Problem to solve —
Should pictures appear among the records, leave them out, and copy exactly only the lines from the first through the one with "0 #c5c9c4) drop-shadow(-2px", inclusive.

/---

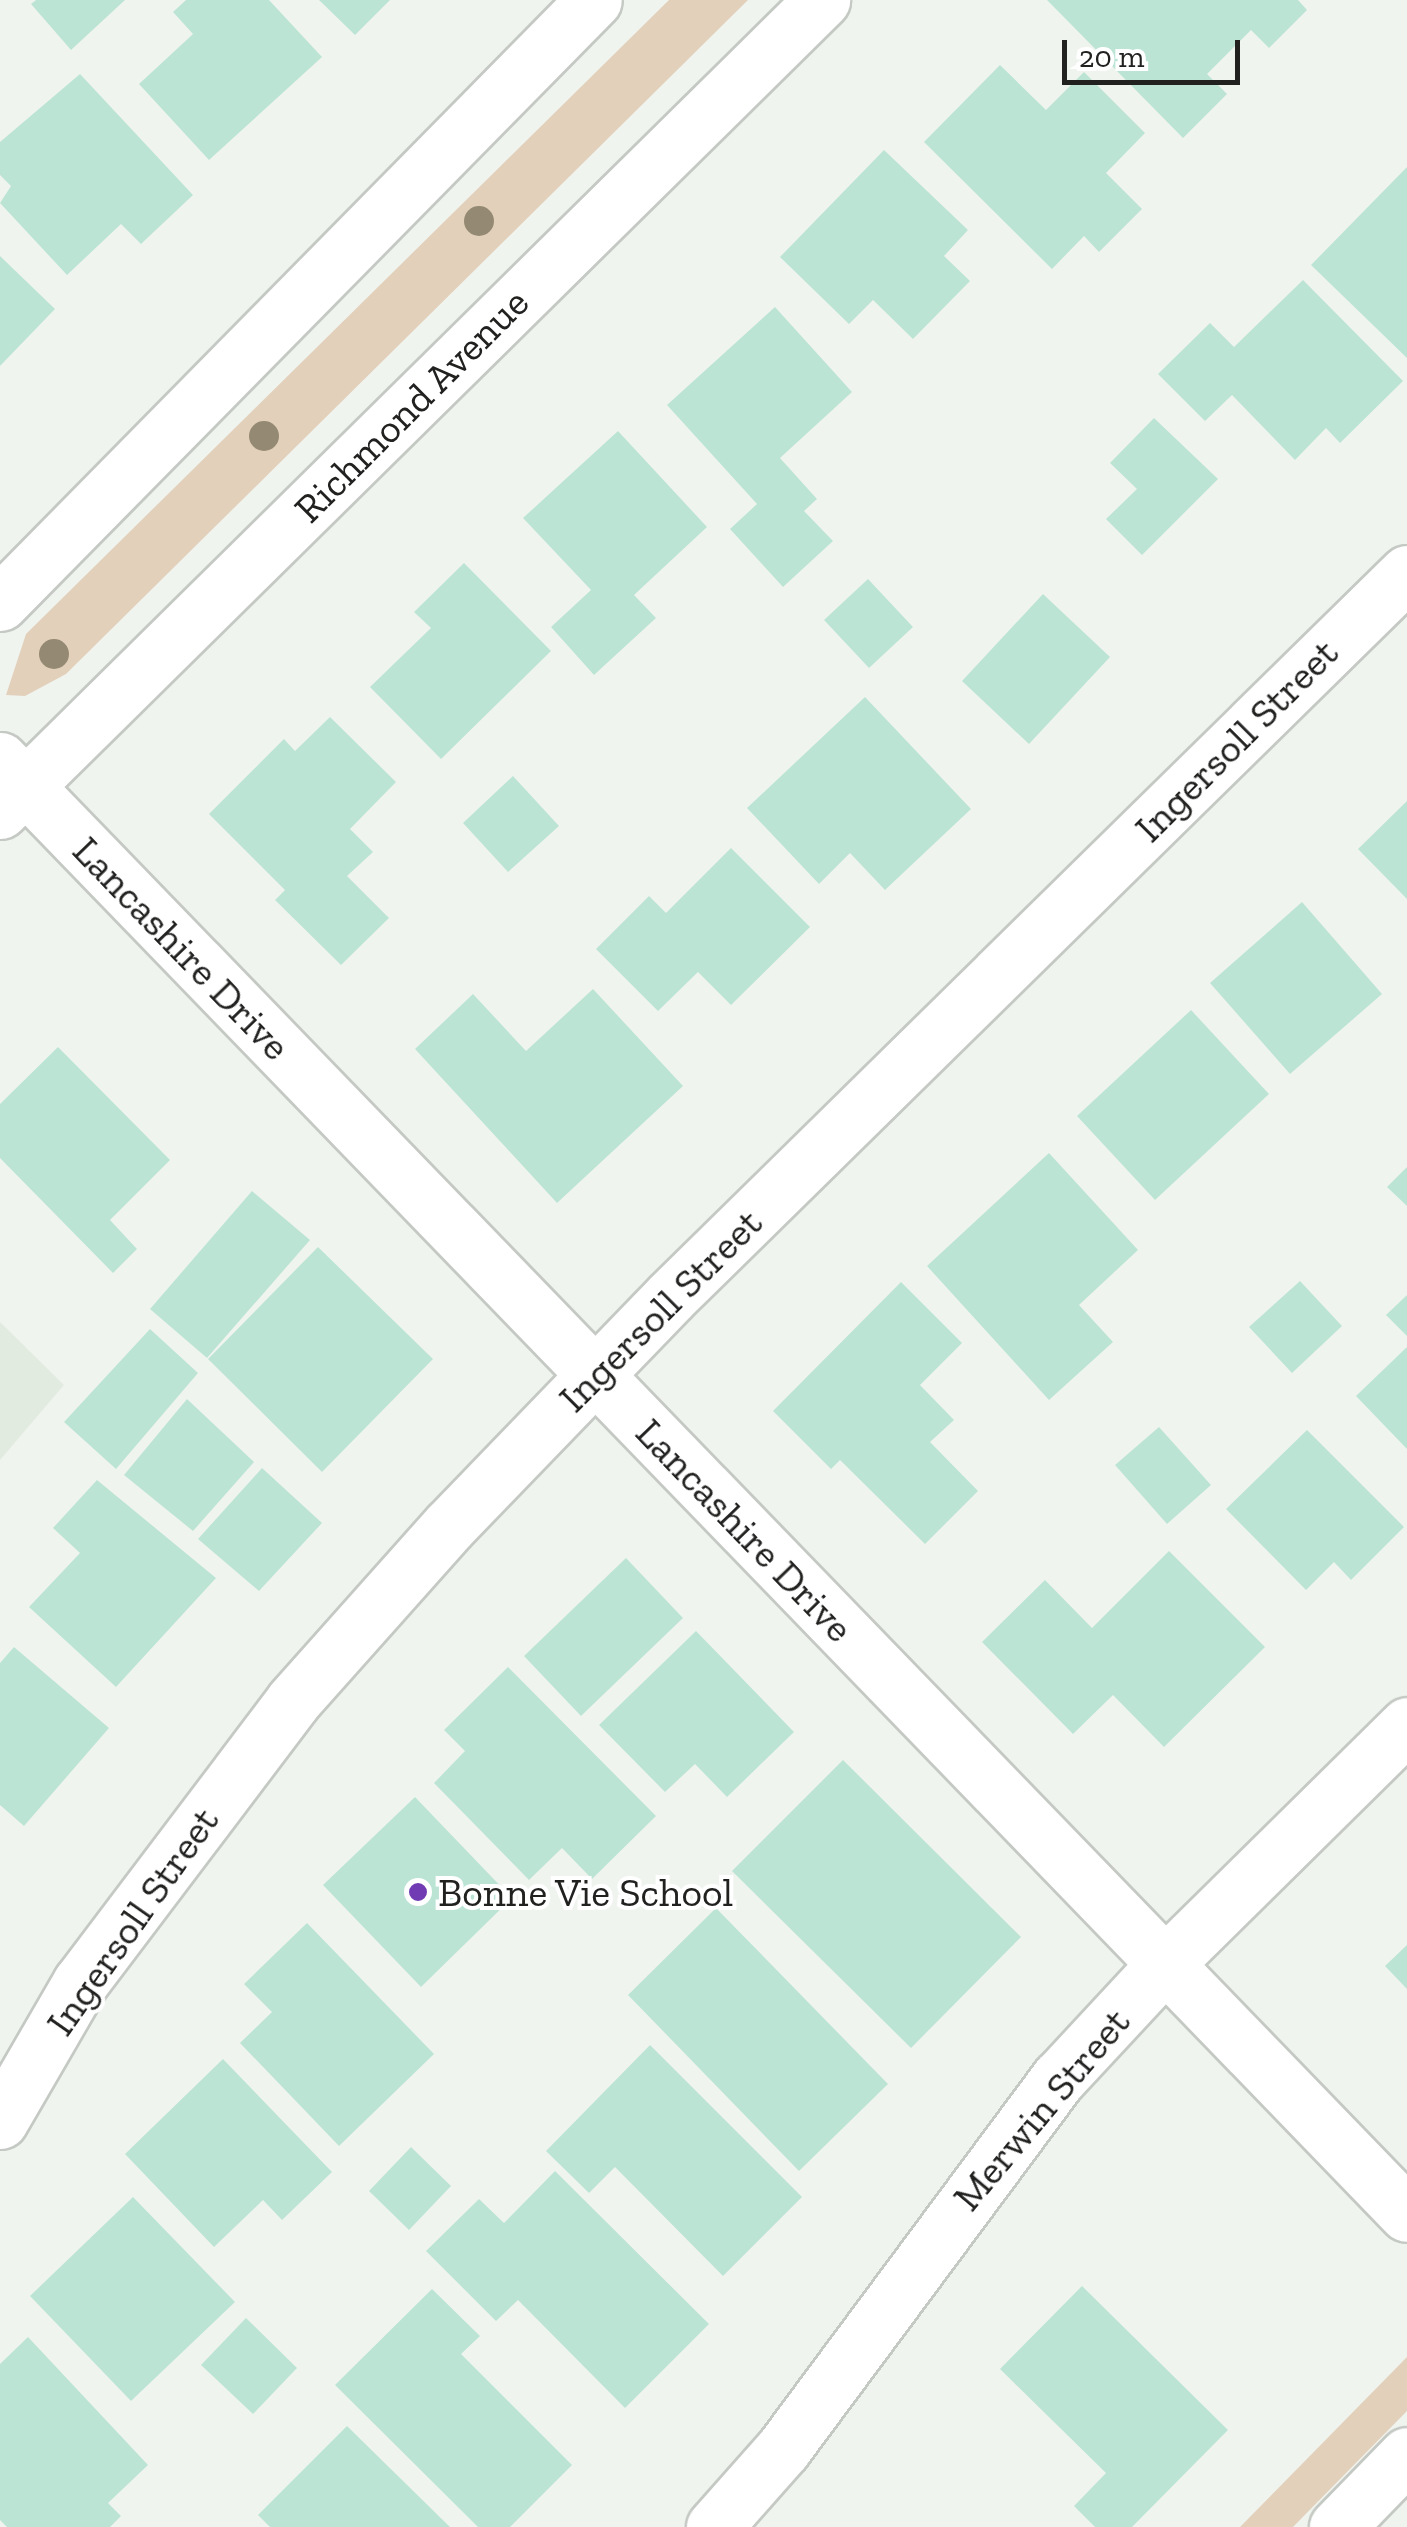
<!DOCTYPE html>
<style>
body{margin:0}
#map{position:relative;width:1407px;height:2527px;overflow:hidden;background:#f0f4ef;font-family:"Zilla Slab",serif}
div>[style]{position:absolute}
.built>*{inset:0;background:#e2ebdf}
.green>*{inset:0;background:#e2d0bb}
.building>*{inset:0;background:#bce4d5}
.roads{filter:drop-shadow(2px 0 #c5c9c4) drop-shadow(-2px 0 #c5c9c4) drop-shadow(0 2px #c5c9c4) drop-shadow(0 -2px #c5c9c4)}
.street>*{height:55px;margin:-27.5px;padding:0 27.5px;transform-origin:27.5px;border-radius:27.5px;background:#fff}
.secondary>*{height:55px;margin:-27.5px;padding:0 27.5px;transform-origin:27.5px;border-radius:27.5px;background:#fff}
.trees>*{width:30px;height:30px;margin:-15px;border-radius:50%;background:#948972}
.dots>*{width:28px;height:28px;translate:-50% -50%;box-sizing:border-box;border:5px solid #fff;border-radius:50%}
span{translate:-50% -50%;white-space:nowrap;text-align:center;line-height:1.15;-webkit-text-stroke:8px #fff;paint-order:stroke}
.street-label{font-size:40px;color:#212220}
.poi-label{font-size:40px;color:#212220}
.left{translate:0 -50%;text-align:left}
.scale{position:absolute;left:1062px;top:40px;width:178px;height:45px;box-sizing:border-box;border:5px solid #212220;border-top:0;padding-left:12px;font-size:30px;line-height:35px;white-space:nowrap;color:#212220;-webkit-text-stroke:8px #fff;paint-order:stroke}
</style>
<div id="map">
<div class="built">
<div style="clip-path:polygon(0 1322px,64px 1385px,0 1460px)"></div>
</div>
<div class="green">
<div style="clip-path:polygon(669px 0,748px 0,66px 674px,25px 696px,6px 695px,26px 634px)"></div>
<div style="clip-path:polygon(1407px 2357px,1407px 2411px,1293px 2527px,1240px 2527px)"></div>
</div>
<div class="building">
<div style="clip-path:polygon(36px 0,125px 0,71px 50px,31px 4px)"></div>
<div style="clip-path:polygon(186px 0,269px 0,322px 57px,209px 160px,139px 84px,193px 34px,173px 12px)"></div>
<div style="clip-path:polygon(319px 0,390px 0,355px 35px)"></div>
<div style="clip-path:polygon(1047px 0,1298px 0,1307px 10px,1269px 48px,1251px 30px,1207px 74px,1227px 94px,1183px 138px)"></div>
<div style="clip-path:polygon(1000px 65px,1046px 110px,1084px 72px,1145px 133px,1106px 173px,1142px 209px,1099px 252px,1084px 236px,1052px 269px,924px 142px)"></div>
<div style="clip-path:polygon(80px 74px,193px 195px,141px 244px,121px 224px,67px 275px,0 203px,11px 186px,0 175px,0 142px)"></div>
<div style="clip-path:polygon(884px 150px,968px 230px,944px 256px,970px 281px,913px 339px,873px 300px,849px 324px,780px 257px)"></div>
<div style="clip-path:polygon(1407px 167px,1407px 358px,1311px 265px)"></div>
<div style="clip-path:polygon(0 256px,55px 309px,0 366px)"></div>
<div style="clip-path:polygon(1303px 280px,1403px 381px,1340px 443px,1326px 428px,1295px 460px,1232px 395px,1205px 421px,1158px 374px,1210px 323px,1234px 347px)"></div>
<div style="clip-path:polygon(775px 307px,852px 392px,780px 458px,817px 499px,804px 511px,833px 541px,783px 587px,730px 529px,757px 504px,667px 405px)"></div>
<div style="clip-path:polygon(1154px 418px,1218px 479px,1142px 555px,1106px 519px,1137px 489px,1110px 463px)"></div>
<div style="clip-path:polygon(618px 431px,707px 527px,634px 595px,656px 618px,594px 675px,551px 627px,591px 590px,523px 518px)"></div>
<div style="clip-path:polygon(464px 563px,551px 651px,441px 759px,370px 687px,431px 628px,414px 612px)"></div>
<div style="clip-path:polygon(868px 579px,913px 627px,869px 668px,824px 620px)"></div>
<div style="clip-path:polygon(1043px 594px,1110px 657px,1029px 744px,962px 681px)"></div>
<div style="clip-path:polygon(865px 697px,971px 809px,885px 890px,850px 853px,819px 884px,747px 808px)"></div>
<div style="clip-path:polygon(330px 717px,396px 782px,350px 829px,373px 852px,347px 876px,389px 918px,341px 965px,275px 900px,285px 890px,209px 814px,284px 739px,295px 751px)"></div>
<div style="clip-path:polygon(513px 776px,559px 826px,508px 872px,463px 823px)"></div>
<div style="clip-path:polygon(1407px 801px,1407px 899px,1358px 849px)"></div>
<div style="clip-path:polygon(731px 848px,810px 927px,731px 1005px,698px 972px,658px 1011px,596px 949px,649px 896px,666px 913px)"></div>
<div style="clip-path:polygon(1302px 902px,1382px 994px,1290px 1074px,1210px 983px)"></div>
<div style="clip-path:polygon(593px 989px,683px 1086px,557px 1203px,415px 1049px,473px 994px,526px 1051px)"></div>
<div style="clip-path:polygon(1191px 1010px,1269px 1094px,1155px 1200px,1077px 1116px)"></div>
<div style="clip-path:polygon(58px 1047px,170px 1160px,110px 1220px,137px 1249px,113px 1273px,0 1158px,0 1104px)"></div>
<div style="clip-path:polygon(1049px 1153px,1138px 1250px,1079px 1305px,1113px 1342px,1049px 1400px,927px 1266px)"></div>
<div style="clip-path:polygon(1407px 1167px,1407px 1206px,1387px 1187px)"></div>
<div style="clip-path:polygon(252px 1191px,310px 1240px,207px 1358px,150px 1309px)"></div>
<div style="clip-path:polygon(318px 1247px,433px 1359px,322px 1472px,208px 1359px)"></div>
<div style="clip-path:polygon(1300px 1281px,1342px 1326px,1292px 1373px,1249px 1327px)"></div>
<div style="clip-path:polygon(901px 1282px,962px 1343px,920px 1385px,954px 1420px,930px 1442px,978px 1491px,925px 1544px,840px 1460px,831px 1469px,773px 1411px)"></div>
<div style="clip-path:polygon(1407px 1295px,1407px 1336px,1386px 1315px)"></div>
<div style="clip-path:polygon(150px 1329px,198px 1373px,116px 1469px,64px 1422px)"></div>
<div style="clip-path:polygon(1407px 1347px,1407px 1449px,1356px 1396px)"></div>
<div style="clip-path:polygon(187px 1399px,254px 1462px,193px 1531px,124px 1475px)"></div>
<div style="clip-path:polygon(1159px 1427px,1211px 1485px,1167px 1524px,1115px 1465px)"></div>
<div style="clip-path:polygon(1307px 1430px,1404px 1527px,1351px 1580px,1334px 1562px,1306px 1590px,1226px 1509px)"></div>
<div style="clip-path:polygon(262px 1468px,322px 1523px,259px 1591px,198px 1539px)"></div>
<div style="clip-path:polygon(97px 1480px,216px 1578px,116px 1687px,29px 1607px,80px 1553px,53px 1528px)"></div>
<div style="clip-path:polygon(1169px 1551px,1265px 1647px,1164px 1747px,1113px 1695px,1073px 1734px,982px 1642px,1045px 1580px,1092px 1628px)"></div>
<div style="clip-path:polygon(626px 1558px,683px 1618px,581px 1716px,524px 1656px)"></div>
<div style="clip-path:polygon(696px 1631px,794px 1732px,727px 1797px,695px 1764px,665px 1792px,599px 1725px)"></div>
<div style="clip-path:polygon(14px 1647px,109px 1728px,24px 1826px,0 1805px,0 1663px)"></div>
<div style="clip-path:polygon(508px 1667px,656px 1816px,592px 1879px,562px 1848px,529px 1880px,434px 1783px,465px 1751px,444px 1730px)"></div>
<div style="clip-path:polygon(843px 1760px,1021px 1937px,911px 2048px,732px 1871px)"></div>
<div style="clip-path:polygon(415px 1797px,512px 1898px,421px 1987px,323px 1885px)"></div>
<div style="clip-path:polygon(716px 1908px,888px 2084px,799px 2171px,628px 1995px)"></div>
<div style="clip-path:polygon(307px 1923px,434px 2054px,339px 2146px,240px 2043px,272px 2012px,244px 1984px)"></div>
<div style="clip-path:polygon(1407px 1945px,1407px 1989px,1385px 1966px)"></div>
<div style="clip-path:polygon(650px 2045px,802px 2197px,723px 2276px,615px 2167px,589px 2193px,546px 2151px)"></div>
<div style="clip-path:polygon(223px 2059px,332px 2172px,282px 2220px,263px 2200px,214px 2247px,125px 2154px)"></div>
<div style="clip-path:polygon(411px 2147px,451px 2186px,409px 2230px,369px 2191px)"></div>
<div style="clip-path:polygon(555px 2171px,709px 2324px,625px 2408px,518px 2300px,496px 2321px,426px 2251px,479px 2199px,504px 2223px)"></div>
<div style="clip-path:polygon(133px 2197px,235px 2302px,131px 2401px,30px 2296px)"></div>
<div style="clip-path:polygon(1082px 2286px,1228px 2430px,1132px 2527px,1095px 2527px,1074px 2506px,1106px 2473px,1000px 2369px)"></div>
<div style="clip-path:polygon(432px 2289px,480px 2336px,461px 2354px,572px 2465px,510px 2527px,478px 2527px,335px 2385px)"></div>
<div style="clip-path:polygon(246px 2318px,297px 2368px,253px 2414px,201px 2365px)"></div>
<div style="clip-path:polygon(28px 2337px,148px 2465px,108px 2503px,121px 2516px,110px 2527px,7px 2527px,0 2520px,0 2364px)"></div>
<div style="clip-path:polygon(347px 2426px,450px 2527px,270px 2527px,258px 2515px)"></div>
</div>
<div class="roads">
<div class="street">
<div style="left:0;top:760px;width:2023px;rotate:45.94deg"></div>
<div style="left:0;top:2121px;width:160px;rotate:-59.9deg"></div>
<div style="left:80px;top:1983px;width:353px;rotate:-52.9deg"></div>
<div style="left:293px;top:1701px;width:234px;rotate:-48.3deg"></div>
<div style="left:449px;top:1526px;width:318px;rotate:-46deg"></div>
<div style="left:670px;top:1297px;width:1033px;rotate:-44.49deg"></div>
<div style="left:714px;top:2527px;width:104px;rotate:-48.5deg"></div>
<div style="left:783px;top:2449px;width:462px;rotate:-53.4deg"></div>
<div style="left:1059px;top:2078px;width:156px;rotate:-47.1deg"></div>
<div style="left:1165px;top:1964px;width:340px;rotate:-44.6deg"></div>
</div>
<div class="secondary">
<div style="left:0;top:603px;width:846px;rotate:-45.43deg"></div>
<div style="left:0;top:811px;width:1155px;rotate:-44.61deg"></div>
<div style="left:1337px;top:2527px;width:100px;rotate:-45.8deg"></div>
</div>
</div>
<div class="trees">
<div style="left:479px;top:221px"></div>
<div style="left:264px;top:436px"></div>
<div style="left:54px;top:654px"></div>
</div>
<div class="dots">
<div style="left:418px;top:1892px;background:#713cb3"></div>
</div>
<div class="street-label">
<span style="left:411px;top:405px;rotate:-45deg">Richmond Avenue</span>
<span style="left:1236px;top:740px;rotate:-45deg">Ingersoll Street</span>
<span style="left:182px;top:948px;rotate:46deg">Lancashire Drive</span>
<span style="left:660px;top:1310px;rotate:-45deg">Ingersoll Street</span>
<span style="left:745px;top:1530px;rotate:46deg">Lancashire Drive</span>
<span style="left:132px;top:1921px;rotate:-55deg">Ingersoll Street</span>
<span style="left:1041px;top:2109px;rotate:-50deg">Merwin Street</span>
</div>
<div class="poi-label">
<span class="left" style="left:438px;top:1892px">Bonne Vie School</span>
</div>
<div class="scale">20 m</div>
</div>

\---

Expected answer —
<!DOCTYPE html>
<style>
body{margin:0}
#map{position:relative;width:1407px;height:2527px;overflow:hidden;background:#f0f4ef;font-family:"Zilla Slab",serif}
div>[style]{position:absolute}
.built>*{inset:0;background:#e2ebdf}
.green>*{inset:0;background:#e2d0bb}
.building>*{inset:0;background:#bce4d5}
.roads{filter:drop-shadow(2px 0 #c5c9c4) drop-shadow(-2px 0 #c5c9c4) drop-shadow(0 2px #c5c9c4) drop-shadow(0 -2px #c5c9c4)}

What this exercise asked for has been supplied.